- [DATA]:
-- Opening Marker --

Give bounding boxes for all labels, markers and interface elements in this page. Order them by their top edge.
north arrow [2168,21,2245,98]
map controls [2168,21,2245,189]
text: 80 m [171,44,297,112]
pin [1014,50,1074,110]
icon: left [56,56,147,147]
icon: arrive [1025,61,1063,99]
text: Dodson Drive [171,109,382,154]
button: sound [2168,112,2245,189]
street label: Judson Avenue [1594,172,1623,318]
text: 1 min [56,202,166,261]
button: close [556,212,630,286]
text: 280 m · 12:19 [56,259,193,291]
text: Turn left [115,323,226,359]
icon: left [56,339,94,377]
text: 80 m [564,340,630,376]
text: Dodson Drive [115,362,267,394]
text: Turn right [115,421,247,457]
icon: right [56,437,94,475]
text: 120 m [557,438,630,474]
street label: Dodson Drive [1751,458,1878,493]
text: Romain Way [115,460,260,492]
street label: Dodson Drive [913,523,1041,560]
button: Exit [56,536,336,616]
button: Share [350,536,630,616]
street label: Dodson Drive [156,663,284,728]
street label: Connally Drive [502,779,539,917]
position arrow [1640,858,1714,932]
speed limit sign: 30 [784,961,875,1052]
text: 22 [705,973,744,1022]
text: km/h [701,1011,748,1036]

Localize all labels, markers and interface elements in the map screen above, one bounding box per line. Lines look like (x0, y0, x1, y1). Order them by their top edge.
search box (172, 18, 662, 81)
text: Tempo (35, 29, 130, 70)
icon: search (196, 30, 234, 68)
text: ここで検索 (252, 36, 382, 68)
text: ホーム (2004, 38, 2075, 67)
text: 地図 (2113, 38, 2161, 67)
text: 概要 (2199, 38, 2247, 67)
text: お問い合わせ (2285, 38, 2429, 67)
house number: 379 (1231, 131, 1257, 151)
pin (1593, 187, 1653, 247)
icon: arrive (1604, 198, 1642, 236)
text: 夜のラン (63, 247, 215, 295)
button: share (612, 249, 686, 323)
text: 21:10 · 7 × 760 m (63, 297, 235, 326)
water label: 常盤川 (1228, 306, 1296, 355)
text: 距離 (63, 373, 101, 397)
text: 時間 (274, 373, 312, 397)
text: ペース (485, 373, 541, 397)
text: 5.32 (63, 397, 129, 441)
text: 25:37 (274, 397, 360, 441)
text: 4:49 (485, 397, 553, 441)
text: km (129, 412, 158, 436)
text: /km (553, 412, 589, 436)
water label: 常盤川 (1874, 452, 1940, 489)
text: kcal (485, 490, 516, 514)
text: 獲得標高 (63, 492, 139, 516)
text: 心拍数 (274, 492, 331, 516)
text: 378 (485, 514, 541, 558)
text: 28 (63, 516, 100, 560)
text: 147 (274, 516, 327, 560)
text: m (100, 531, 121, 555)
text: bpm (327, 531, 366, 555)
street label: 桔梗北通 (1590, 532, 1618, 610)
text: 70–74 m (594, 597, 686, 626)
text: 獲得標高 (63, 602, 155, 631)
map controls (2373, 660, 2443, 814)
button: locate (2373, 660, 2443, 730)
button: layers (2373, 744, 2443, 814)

-- Closing Marker --

- [WHAT YOU SHOULD DO]: Report all lines of the material that contain the word "獲得標高".

- [WRITTEN SOLUTION]:
text: 獲得標高 (63, 492, 139, 516)
text: 獲得標高 (63, 602, 155, 631)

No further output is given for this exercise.